We continue on our way, hot, cramped, and ready to be in Kara. About 45 miles from Kara there is a large mountain with one long winding road. It is currently being paved. It is almost impossible to pass other cars, but that doesn't stop drivers from trying. As we inch along I see a man ahead in the middle of the road waving his arms, presumably telling us to stop. But there is nowhere to go, as we are on a steep, narrow incline. We move along and see a tractor-trailer broken down in the middle of the road. We decide to pass. Given the situation, it is not surprising, but still scary, that we read-end the truck and come face-to-face with a van. The driver turns the wheel abruptly and we find ourselves halfway in a shallow ditch, leaning up against the mountain. Everyone immediately stands and rushes off the slanted bus. I am taking deep breaths and ignoring the tears that want to come. We stand in a patch of shade under a tree and watch the driver attempt to salvage the situation. He slowly reverses down the mountain, with the smashed bumper, until he is back on the road and in control. He pulls up beside us and we all get in. Not once does he apologize or explain and not once does anyone yell or complain. I have a feeling this is more common than I first thought. I call Nathan, take more deep breaths, and count the minutes until we are safely in Kara.

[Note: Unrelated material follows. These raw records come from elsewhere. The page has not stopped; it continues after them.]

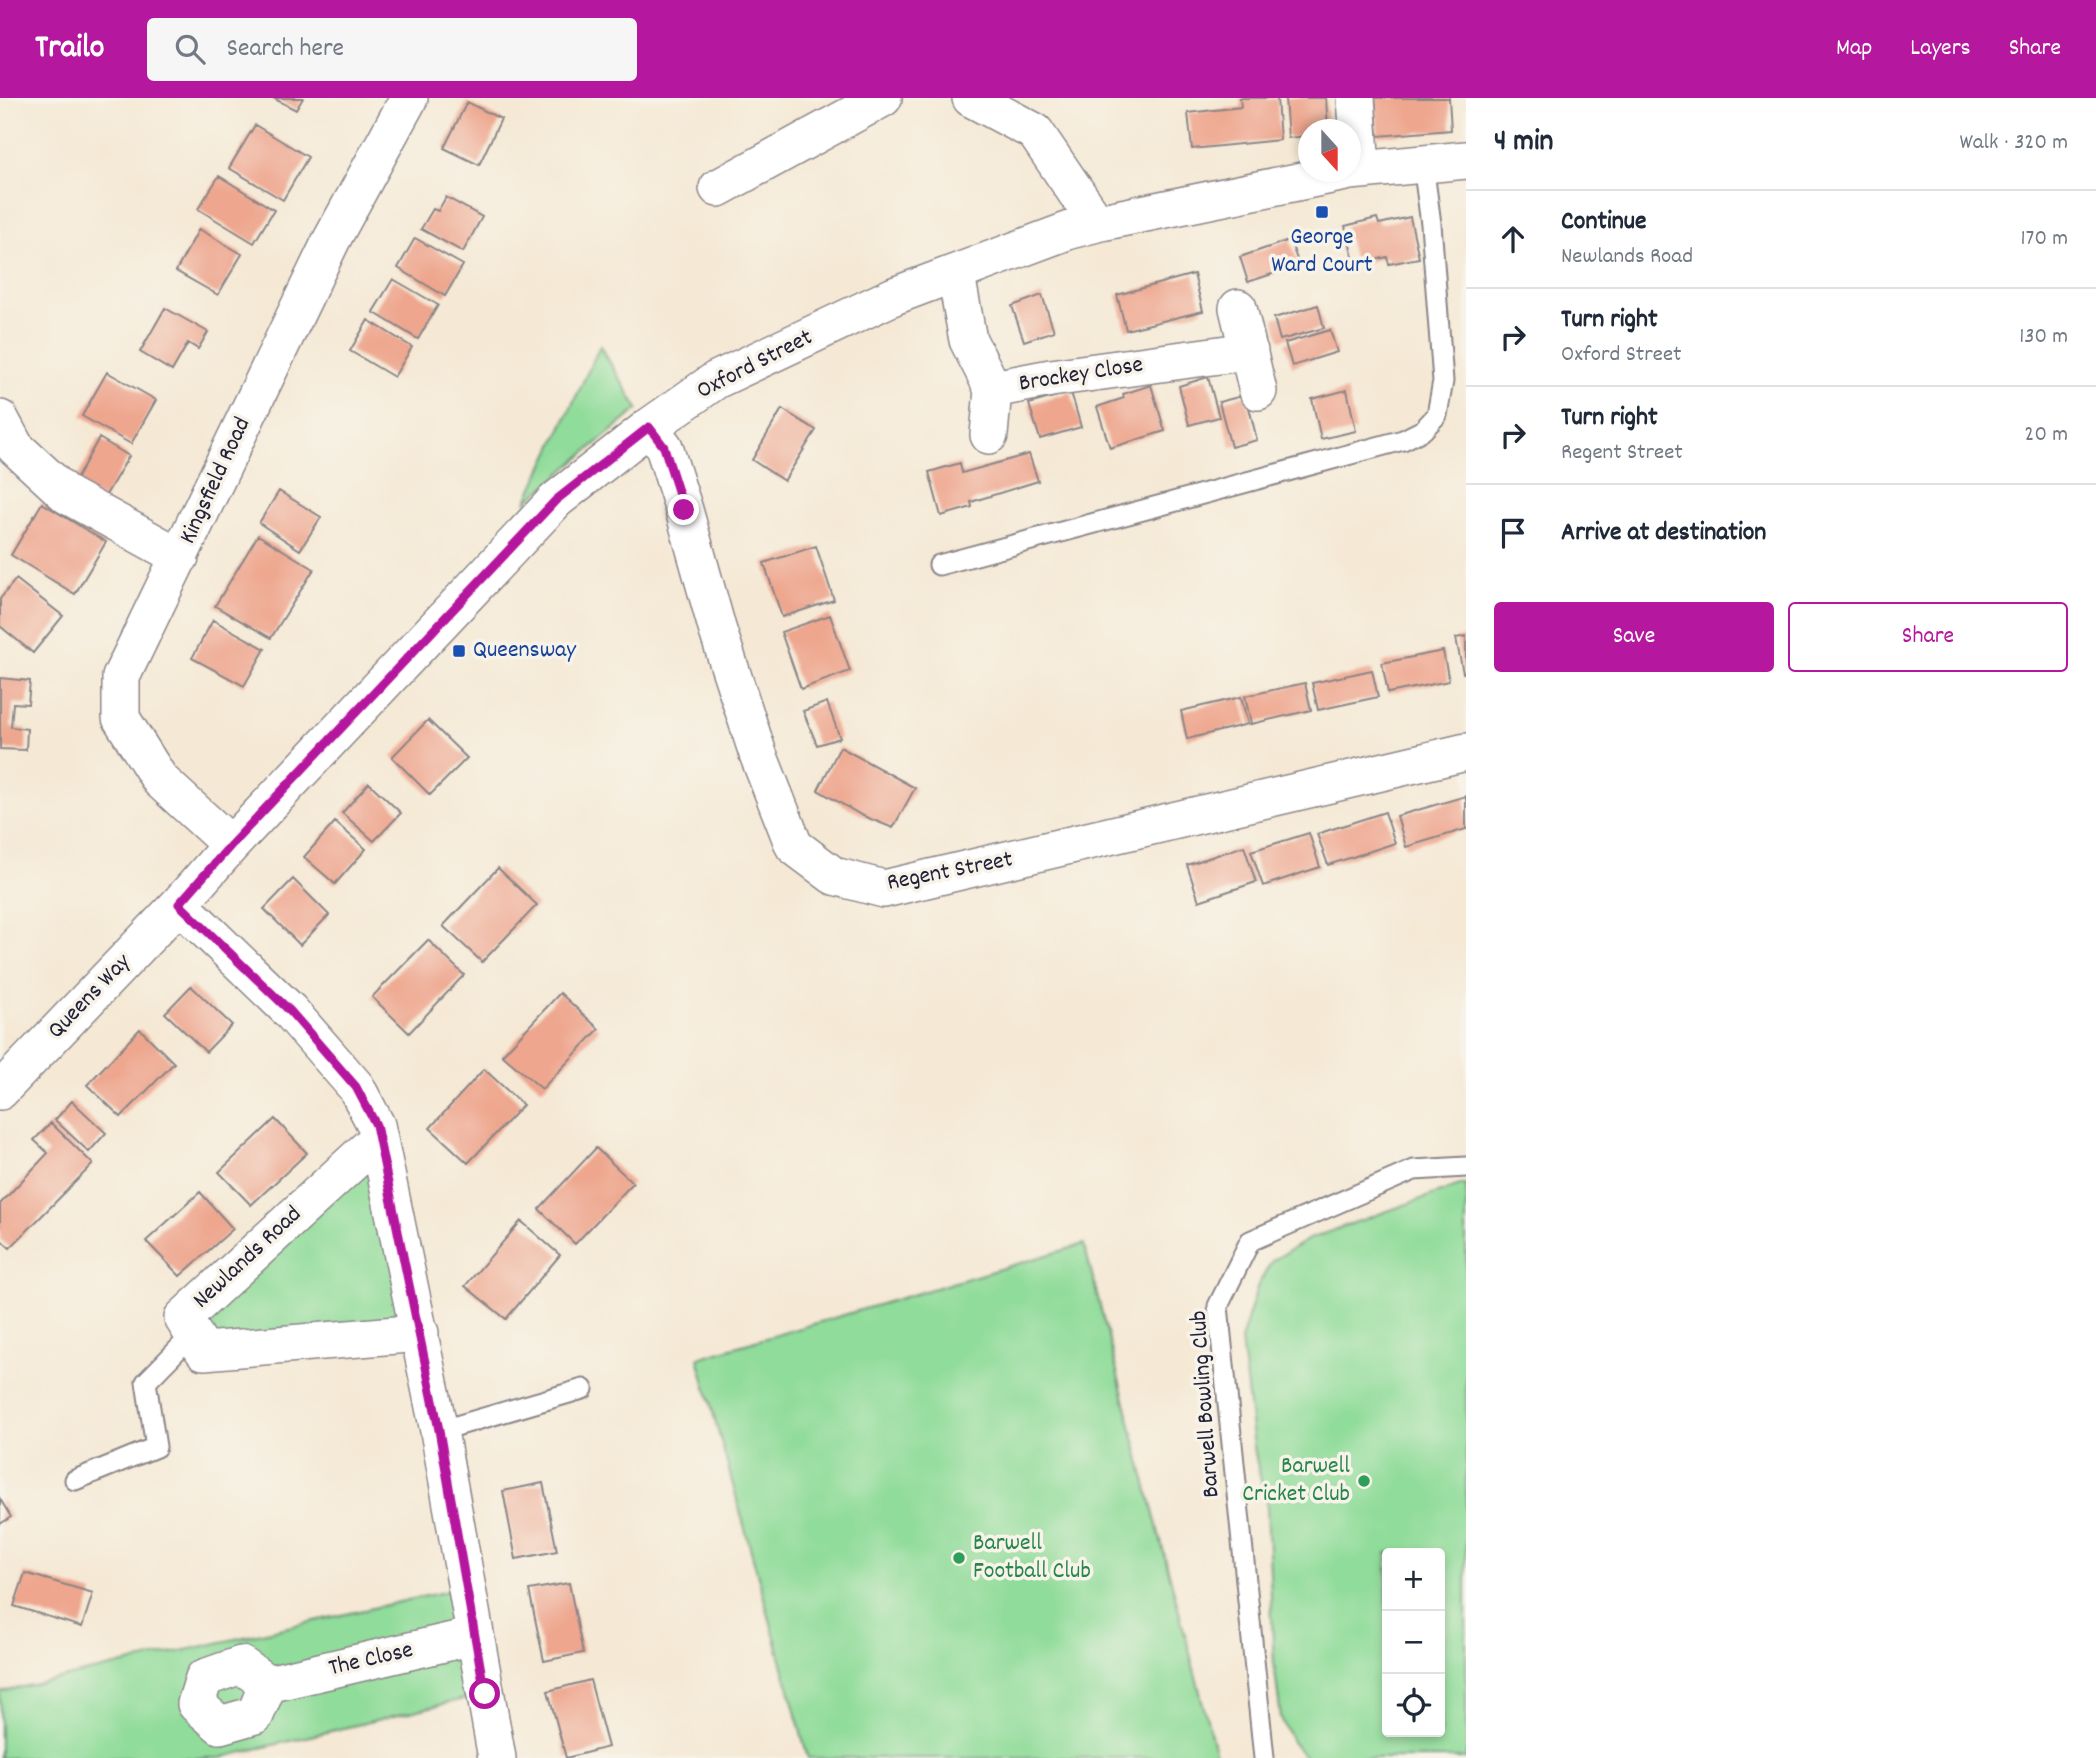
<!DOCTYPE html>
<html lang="en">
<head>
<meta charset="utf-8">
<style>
	body { margin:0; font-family:Dekko,sans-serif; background:#f6f6f7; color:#1f2937 }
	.controls { position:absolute; right:21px; bottom:21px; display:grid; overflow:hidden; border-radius:7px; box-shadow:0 4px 10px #0003 }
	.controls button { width:63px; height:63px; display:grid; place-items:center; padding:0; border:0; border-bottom:2px solid #e0e1e3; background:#fff; color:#1f2937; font:35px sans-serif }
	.compass { position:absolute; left:1298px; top:21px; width:63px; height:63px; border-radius:50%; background:#fff; box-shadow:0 4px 10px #0003; rotate:159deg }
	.stop { position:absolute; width:21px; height:21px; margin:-16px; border:5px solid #b5179e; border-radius:50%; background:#fff }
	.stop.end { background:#b5179e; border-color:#fff; box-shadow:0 2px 7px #0008 }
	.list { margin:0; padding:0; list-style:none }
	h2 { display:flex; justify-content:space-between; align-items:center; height:91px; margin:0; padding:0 28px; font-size:30px }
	h2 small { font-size:23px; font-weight:400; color:#747a83 }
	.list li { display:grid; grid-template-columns:46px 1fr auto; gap:21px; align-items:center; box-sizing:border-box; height:98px; padding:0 28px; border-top:2px solid #e0e1e3 }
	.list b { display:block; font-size:26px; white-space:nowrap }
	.list p { margin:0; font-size:23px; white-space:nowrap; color:#747a83 }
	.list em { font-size:23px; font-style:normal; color:#747a83 }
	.actions { display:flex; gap:14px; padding:21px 28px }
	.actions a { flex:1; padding:16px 0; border:2px solid #b5179e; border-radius:7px; text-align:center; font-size:24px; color:#b5179e }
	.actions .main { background:#b5179e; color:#fff }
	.icon { flex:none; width:38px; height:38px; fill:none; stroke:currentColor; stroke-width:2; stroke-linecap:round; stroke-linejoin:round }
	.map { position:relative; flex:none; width:1466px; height:1660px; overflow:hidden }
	header { display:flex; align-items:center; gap:42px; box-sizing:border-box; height:98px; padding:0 35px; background:#b5179e; color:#fff }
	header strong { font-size:33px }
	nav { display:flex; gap:38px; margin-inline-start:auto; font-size:24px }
	.search { width:490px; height:63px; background:#f6f6f7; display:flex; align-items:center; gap:18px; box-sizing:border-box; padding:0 24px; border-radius:7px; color:#747a83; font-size:26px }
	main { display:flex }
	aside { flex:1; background:#fff }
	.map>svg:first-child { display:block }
	.green { fill:#90dc9a; stroke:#597f6a; stroke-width:2; fill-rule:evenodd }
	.building { fill:#eea68e }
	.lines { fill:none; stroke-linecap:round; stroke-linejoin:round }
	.service-casing { stroke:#8c8688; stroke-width:23 }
	.minor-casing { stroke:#8c8688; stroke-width:40 }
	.service { stroke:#fff; stroke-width:19 }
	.minor { stroke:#fff; stroke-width:37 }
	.route { stroke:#b5179e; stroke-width:9 }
	.transit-dot { fill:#1a4fb4; stroke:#f7f3e8; stroke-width:2.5 }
	.leisure-dot { fill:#2e9e5b; stroke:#f7f3e8; stroke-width:2.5 }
	.labels { text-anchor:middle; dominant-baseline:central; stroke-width:7; stroke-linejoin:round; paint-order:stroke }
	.transit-label { font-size:24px; fill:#164399; stroke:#f7f3e8 }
	.street-label { font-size:24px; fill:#22223b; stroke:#f7f3e8 }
	.leisure-label { font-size:24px; fill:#27864d; stroke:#f7f3e8; text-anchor:end }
</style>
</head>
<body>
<header>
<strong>Trailo</strong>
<div class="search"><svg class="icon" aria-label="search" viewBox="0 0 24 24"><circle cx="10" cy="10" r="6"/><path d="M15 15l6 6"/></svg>Search here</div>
<nav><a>Map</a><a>Layers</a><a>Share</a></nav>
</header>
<main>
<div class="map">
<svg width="1466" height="1660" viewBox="0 0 1466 1660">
	<rect width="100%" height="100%" fill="#f7f3e8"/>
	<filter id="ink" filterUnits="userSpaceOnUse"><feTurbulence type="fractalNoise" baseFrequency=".0143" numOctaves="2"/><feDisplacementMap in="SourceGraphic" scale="14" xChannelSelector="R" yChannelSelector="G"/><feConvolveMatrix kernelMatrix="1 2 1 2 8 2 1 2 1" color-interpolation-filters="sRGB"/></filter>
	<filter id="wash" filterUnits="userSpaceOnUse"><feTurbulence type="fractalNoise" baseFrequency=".00686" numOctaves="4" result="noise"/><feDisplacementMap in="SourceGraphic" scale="28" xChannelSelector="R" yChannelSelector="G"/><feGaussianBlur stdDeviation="1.57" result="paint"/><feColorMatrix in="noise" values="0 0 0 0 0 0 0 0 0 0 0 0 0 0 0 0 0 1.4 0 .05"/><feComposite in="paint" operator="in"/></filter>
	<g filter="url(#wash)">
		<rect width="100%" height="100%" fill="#f5e9d5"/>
		<!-- green -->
		<path class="green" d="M600,248l38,63 -112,93z
			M376,1027l44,208 -216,18 -21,-33z
			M1460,1087h6v573h-160l-14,-16 -11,-24 -7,-54 -7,-157 -12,-53 -14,-114 17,-55 14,-24 37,-22zM1440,1455v179h-53v-179z
			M1084,1146l133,514h-409l-110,-400z
			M457,1491l28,105 -266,64h-219v-66z"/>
		<g id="blocks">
			<!-- building -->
			<path class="building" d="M273,0h30l-7,12z
				M1240,0h37l3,42 -88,9 -4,-36 53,-6z
				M1285,0h41l2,32h-20v6l-20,2z
				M1375,0h74l2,32 -73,6z
				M467,4l34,17 -22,46 -35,-17z
				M255,27l53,32 -25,43 -54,-32z
				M219,78l55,34 -20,33 -56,-34z
				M446,99l36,20 -19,35 -42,-23 12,-20 5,2z
				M1410,119l9,41 -30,6 -2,-7 -32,8 -10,-39 32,-8 2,6z
				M199,131l43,25 -24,41 -42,-24z
				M415,140l48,27 -18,31 -47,-28z
				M1290,142l9,25 -51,17 -8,-25z
				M1194,176l9,37 -77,19 -9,-35z
				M393,181l45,26 -20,34 -45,-27z
				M1042,197l12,36 -30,10 -12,-35z
				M1318,207l6,23 -44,12 -6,-22z
				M165,210l43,24 -10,17 -10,-6 -16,28 -32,-19z
				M368,222l44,27 -18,30 -44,-26z
				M1330,232l7,22 -45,14 -7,-23z
				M107,274l49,28 -25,44 -49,-28z
				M1208,279l11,40 -30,8 -10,-39z
				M1151,287l14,46 -55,17 -13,-41 27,-9 -1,-4z
				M1347,292l9,41 -35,8 -9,-40z
				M1071,294l10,35 -41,12 -11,-35z
				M1246,297l11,45 -26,7 -12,-45z
				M782,311l34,21 -32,51 -32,-21z
				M99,340l30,18 -26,44 -29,-17z
				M1029,356l9,27 -67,21 1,5 -31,9 -12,-44 31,-9 2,10z
				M279,393l42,26 -21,33 -41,-27z
				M42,405l64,39 -31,52 -64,-39z
				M258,437l56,34 -43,69 -56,-32z
				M816,448l18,54 -52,17 -18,-54z
				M16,481l47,37 -30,37 -33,-27v-27z
				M830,517l20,56 -49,18 -20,-57z
				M213,522l52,29 -21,37 -52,-28z
				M1466,538v36l-3,1 -7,-35z
				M1443,553l6,30 -61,12 -6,-30z
				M1372,572l6,27 -60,13 -6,-27z
				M0,580l30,3 -2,23 -15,-1 -2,24 16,2 -1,21 -26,-1z
				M1305,585l6,27 -60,14 -6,-28z
				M1241,599l7,27 -61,15 -6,-28z
				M827,604l13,36 -23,7 -14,-34z
				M428,622l39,38 -37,37 -38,-38z
				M840,649l75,41 -22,40 -32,-13 -43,-25z
				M369,685l32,30 -27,28 -32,-28z
				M1466,698v33l-60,18 -9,-31z
				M1385,714l10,31 -67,22 -11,-31z
				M335,724l31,27 -31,35 -31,-27z
				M1309,735l11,34 -57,19 -12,-35z
				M1244,748l12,36 -57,19 -12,-36z
				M498,770l39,37 -55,57 -39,-36z
				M293,781l36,36 -29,30 -36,-36z
				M428,842l36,35 -55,58 -37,-36z
				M191,888l41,39 -26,27 -41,-39z
				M560,895l39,36 -57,60 -40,-34z
				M140,931l34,34 -53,54 -34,-32z
				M484,971l39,36 -55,58 -38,-35z
				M72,1003l34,32 -17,19 -34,-32z
				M275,1021l32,34 -56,52 -32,-33z
				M51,1025l42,41 -83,84 -10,-9v-35l48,-51 -14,-13z
				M596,1050l37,35 -58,61 -36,-35z
				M200,1094l33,37 -53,47 -34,-35z
				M521,1123l39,34 -54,64 -41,-33z
				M543,1385l14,68 -41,8 -13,-68z
				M0,1401l11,18 -11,7z
				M25,1475l68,20 -11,34 -68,-21z
				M569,1485l14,70 -39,8 -15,-71z
				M590,1582l18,67 -42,11 -18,-67z"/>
		</g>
	</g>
	<g filter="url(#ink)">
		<use href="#blocks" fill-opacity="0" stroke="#8c8688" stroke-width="2"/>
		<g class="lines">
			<defs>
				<path id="service" d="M939,467l464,-125 20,-10 14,-15 6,-34 -12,-157 -8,-60
					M439,1333l144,-42
					M75,1382l81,-33 -10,-65 47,-48
					M1264,1660l-46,-452 32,-65 164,-71 52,-3"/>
				<path id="minor" d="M971,0l64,34 62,91
					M1356,0l5,70
					M1350,73l116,-11
					M718,90l165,-90
					M956,177l12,65 25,49 58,-11 198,-27
					M1238,210l20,83
					M0,321l15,28 52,48 113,62
					M649,329l15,20 20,63 33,118 41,126 36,92 40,30 50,13 582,-137
					M989,337l4,-46
					M231,747l-71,-65 -39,-62v-41l210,-436 78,-143
					M179,806l111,107 66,76 20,38 63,306 58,327
					M0,993l179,-187 52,-59 325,-345 93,-73 67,-47 178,-84 176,-66 27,-7 249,-51
					M379,1040l-196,180 21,33 216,-18
					M268,1586l-27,-19 -37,13 -8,26 24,21 35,-10 13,-31 206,-48"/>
			</defs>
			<!-- service casing -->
			<use href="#service" class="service-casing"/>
			<!-- minor casing -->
			<use href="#minor" class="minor-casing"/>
			<!-- service -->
			<use href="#service" class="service"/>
			<!-- minor -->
			<use href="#minor" class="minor"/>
		</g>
	</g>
	<g class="lines" filter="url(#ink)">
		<!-- route -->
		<path class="route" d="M485,1596l-46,-264 -63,-305 -20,-38 -66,-76 -111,-107 52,-59 325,-345 93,-73 15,20 20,63"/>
	</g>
	<!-- markers -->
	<g class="transit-dot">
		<rect x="1315" y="107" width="14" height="14" rx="3.5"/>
		<rect x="452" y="546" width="14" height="14" rx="3.5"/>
	</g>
	<g class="leisure-dot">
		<circle cx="1364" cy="1383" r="7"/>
		<circle cx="959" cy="1460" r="7"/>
	</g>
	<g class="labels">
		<!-- transit labels -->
		<g class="transit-label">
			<text x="1322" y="140">George<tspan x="1322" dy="28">Ward Court</tspan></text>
			<text x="473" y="553" text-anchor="start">Queensway</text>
		</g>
		<!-- street labels -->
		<g class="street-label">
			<text transform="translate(755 267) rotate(-27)">Oxford Street</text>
			<text transform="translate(1081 277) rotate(-9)">Brockey Close</text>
			<text transform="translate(216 383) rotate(-65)">Kingsfield Road</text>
			<text transform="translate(950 774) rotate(-11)">Regent Street</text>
			<text transform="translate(90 899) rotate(-46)">Queens Way</text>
			<text transform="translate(248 1160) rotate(-43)">Newlands Road</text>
			<text transform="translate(1206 1306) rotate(-94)">Barwell Bowling Club</text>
			<text transform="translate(371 1562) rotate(-13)">The Close</text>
		</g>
		<!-- leisure labels -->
		<g class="leisure-label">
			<text x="1350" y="1369">Barwell<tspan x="1350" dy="28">Cricket Club</tspan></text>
			<text x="973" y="1446" text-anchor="start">Barwell<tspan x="973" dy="28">Football Club</tspan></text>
		</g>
	</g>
</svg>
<div class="controls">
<button>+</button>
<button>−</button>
<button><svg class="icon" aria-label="locate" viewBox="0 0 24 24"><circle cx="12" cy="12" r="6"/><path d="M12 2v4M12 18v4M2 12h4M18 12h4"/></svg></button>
</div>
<svg class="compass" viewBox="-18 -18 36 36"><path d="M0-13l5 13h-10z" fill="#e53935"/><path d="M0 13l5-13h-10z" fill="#747a83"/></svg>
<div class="stop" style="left:485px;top:1596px"></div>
<div class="stop end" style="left:684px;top:412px"></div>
</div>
<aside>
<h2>4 min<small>Walk · 320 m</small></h2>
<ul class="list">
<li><svg class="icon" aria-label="ahead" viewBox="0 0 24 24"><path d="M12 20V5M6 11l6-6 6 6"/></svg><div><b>Continue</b><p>Newlands Road</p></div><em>170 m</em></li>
<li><svg class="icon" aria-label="right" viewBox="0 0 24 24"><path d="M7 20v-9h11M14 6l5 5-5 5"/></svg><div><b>Turn right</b><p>Oxford Street</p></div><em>130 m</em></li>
<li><svg class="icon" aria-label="right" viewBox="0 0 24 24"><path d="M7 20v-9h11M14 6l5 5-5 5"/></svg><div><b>Turn right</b><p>Regent Street</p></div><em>20 m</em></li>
<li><svg class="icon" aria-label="arrive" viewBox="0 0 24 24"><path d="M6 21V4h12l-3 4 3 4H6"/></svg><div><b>Arrive at destination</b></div></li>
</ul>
<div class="actions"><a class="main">Save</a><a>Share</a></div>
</aside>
</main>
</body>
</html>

We do arrive safe and sound, and I collect my baggage. I am off to the taxi stand, during mid-afternoon sun and nap-time, to find a car to our mail point, Niamtougou. Luckily, this time, I only have to wait 45 minutes for a car to fill up. Drivers will not leave until they have at least 6 passengers in a 4-door sedan. Today I find myself in the backseat with three other women and four children. Three men are in the front, including the driver. I have paid $1.25 for the ride. There are no windows and the front windshield is severely cracked. There are also no side-view or rear-view mirrosrs. The speedometer and the gas gauge do not work. This car has not passed inspection in the US for the last twenty years. After a push from two men to get us moving we quickly drive the twenty miles. We arrive uneventfully and I again grab my bag and head off for the third and final stage of my trip.
I walk to the motorcycle stand and find a familiar face. We have three men who are our preferred moto drivers. I find our friend, Rasta, the only man I've seen in Togo with dreads. I ask him to take me to Pessare, pay my $4 and off we go. It is twelve miles and takes thirty min. I wear my helmt and ignore the broken gauges and mirrors. The road is sandy and rocky and a moto is the only vehicle available to make the trip at a moment's notice. (Don't worry, Mom, we can rent a car to make the trip when you come - no motos!) Moto rides are one of my favorite things in Togo. There is uninterrupted silence and the landscape is beautiful. It is when I think, "Wow, I am in Africa!"
I get home exhausted and dirty. But luckily Nathan an Asher are there to greet me with hugs and kisses. I take a cold bucket shower, drink luke-warm water, and think, yep, this is Africa!